Showing up the weakness and/or complicity of the governments involved.
“Extremists target African village leaders in wave of assassinations,” by Edward McAllister and Lena Masri, Reuters, October 8, 2021 (thanks to The Religion of Peace):
…The ambushes were part of rapidly growing violence by groups linked to al Qaeda and Islamic State in the Sahel, a band of arid terrain south of the Sahara Desert. In the past four years, thousands of people have been killed in attacks in three Sahel countries – Niger, Mali and Burkina Faso, conflict data show. France, the United States and neighboring countries have deployed thousands of troops to try to secure the area. Millions have been displaced and thousands of schools have shut, as these groups strive to win control of rural communities and rid the region of international forces.
Amid the chaos, a pattern has emerged. Since early 2018, Islamist groups have assassinated or abducted at least 300 community leaders, state officials and family members in the borderlands between the three countries, an area bigger than Germany, according to a Reuters analysis of thousands of violent incidents and interviews with more than two dozen witnesses and officials. In the six years before, they killed or abducted fewer than 20 leaders.
The Reuters analysis used records from the Armed Conflict Location & Event Data Project (ACLED), a research and consulting group that collects reports from media and non-governmental organizations to track political violence. Those targeted include chiefs, mayors, council members and religious leaders. The tally is likely an undercount: It omits dozens of attacks carried out by unidentified groups in areas where Islamists operate.
The attacks have weakened ties between rural communities and central governments in the Sahel and helped militants gain control of large areas. It follows the same playbook Islamic State and al Qaeda militants have employed to wield power in other parts of Africa and the Middle East, researchers say.
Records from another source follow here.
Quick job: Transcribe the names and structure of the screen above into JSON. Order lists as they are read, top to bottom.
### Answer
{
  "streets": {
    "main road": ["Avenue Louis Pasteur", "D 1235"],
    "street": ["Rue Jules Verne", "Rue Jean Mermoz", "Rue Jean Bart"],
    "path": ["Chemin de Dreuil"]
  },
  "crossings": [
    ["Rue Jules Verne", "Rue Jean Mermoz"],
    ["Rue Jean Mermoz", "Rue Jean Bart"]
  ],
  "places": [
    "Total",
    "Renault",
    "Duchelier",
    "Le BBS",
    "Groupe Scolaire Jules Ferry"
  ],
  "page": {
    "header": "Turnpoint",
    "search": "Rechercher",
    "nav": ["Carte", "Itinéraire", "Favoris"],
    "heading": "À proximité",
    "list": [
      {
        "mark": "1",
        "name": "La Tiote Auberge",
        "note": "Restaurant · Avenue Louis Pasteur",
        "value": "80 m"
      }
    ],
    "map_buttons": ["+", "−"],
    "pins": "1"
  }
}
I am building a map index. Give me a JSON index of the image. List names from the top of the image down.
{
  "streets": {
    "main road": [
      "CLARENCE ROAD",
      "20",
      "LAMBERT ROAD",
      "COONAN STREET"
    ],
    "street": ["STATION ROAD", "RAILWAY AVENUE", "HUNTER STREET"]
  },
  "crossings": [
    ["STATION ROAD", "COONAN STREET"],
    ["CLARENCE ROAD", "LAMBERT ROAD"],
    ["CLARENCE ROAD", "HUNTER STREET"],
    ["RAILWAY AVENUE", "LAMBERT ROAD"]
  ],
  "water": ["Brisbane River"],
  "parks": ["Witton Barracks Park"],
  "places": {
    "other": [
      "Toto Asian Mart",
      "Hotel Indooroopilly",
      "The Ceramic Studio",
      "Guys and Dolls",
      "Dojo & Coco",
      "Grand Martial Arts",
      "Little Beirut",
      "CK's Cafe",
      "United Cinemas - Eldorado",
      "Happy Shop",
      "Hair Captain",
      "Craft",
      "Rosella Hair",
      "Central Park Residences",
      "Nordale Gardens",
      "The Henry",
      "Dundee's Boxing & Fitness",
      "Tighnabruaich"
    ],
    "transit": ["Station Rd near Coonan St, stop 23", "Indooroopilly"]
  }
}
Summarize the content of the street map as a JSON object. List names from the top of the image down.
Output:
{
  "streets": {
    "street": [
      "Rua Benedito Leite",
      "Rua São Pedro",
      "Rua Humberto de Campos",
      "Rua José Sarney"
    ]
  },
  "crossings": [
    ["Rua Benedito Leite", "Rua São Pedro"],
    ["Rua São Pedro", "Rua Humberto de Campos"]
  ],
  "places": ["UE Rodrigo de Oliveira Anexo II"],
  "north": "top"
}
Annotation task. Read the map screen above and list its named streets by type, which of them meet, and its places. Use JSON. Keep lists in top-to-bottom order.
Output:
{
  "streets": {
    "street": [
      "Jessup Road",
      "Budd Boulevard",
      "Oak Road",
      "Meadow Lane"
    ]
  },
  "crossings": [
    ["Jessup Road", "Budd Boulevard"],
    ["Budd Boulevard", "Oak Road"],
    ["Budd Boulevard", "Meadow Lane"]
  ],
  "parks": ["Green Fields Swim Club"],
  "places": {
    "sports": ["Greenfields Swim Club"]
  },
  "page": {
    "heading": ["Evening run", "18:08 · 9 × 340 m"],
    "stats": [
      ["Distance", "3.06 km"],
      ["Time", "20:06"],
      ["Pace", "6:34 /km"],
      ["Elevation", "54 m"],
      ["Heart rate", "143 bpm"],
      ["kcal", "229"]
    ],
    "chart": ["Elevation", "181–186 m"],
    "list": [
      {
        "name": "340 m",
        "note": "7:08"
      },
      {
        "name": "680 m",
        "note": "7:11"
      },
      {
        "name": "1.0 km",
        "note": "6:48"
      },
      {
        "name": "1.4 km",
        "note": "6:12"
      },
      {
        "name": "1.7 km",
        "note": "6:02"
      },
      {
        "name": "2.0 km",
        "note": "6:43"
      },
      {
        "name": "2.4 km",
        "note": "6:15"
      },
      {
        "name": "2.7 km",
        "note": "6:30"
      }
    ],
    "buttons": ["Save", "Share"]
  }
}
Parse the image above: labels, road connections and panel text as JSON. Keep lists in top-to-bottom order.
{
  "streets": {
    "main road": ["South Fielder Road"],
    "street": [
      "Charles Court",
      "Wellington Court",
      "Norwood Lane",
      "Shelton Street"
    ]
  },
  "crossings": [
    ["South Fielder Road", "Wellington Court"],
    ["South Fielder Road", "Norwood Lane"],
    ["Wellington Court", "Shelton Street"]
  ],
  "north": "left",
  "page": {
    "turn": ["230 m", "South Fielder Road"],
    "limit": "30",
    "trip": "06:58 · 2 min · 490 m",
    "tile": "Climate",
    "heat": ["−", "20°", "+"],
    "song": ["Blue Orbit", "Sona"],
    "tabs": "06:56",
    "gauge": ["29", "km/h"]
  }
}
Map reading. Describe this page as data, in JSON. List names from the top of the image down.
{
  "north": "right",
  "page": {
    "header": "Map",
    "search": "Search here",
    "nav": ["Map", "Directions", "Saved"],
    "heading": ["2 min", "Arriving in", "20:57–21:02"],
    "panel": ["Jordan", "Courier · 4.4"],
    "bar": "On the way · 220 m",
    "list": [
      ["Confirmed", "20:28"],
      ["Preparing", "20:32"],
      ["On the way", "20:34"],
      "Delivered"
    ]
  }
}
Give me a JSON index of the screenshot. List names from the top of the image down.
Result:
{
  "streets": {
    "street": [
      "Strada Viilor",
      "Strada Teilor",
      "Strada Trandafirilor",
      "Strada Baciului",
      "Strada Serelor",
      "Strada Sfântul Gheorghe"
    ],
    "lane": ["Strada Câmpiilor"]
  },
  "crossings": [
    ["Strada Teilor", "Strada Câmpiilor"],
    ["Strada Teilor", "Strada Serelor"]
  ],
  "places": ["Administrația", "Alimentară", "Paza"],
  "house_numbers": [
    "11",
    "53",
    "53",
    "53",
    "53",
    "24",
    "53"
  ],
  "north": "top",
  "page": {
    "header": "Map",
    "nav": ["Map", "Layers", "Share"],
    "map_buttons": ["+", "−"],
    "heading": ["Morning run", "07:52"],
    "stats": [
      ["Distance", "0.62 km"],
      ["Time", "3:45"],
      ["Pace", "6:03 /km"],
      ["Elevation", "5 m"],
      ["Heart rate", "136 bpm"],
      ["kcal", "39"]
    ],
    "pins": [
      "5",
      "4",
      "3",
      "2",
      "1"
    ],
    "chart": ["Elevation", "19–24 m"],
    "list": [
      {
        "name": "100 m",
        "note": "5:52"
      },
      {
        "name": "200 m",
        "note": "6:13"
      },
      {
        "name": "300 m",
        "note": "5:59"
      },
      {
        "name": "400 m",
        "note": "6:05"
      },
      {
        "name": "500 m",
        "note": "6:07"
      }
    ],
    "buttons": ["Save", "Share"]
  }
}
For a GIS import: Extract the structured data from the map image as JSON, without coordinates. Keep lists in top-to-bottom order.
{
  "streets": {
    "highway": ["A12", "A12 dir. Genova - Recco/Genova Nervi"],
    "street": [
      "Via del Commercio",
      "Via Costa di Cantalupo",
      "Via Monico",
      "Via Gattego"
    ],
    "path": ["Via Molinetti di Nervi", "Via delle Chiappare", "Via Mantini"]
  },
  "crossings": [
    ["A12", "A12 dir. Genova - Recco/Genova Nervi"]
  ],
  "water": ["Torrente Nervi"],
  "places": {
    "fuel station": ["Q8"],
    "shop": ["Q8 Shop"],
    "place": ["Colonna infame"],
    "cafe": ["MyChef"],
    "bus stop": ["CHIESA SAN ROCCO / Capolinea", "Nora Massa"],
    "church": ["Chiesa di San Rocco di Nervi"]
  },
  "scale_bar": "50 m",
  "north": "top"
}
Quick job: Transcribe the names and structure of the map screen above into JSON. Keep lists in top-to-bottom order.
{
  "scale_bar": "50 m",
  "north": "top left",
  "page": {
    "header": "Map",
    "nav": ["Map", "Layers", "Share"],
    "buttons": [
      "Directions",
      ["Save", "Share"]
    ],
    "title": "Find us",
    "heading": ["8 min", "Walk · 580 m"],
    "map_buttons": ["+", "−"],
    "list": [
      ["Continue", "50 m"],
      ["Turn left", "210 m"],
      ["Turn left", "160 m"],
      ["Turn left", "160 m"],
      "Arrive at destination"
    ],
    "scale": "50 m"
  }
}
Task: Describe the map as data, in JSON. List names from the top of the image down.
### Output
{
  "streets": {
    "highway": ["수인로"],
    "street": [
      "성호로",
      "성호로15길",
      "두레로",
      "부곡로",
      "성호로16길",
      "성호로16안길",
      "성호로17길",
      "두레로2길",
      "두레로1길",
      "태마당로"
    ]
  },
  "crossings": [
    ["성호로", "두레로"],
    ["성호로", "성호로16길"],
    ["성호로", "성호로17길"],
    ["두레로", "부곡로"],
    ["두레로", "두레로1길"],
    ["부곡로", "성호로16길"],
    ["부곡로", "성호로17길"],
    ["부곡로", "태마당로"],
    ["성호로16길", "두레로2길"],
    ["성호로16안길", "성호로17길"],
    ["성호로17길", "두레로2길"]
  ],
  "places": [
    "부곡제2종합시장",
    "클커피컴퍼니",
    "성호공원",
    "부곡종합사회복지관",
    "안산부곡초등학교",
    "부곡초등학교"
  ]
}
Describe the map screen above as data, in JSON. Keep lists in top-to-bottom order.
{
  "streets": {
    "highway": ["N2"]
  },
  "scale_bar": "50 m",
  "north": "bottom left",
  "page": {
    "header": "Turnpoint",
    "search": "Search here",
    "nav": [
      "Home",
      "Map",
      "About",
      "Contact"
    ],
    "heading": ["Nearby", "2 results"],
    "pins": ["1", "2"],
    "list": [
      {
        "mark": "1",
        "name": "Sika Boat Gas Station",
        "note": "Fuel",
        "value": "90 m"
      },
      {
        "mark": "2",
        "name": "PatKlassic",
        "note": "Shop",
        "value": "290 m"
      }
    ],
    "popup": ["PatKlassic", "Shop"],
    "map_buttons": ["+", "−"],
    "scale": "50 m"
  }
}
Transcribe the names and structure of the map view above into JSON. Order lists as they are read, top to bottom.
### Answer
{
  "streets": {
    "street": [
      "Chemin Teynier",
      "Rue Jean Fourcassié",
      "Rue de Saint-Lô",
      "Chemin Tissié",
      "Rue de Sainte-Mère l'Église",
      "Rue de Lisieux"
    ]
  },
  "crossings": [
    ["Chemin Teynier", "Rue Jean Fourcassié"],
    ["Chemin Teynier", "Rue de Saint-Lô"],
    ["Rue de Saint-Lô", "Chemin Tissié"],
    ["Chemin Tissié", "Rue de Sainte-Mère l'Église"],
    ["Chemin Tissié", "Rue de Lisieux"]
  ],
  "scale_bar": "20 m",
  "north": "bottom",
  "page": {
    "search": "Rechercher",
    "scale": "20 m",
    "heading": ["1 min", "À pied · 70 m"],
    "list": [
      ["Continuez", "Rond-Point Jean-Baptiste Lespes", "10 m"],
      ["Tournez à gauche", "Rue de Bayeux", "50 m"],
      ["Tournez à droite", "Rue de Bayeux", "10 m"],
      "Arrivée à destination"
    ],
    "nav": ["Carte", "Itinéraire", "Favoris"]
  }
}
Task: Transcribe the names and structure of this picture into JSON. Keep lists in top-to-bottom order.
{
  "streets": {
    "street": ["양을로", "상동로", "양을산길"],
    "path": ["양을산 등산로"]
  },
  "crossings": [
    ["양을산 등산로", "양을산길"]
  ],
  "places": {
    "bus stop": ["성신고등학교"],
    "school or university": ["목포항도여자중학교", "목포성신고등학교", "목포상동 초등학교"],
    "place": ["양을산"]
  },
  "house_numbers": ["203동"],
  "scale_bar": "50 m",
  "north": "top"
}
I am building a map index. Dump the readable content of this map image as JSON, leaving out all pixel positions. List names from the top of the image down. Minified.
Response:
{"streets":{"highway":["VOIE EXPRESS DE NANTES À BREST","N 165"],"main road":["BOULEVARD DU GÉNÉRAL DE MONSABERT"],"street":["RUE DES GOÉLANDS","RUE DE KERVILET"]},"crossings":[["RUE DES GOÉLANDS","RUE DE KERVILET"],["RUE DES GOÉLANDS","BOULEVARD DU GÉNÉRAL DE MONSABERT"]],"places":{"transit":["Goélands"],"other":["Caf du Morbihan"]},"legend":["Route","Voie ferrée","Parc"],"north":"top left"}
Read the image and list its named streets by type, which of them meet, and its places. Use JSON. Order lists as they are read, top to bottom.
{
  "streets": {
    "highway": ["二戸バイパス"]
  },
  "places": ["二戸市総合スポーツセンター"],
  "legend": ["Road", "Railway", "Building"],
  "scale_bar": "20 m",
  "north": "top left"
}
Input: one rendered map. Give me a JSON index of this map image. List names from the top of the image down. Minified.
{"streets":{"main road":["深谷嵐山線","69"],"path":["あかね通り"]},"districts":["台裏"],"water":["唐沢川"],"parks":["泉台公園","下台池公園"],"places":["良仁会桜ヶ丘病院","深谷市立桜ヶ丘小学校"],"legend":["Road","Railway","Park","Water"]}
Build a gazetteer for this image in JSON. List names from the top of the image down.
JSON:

Without strong leaders to push back, populations in the Sahel are vulnerable to recruitment, extortion and attack, and security forces are stripped of a key source of intelligence and support, say government officials and analysts. Militants swoop in to steal cattle, money and food, and in some cases form their own systems of government and schooling….
gravenimage says
Since 2018, Islamic groups have assassinated or abducted at least 300 leaders in Niger, Mali and Burkina Faso
…………
The hideous Jihad in Africa proceeds apace–and few in the west know anything about it.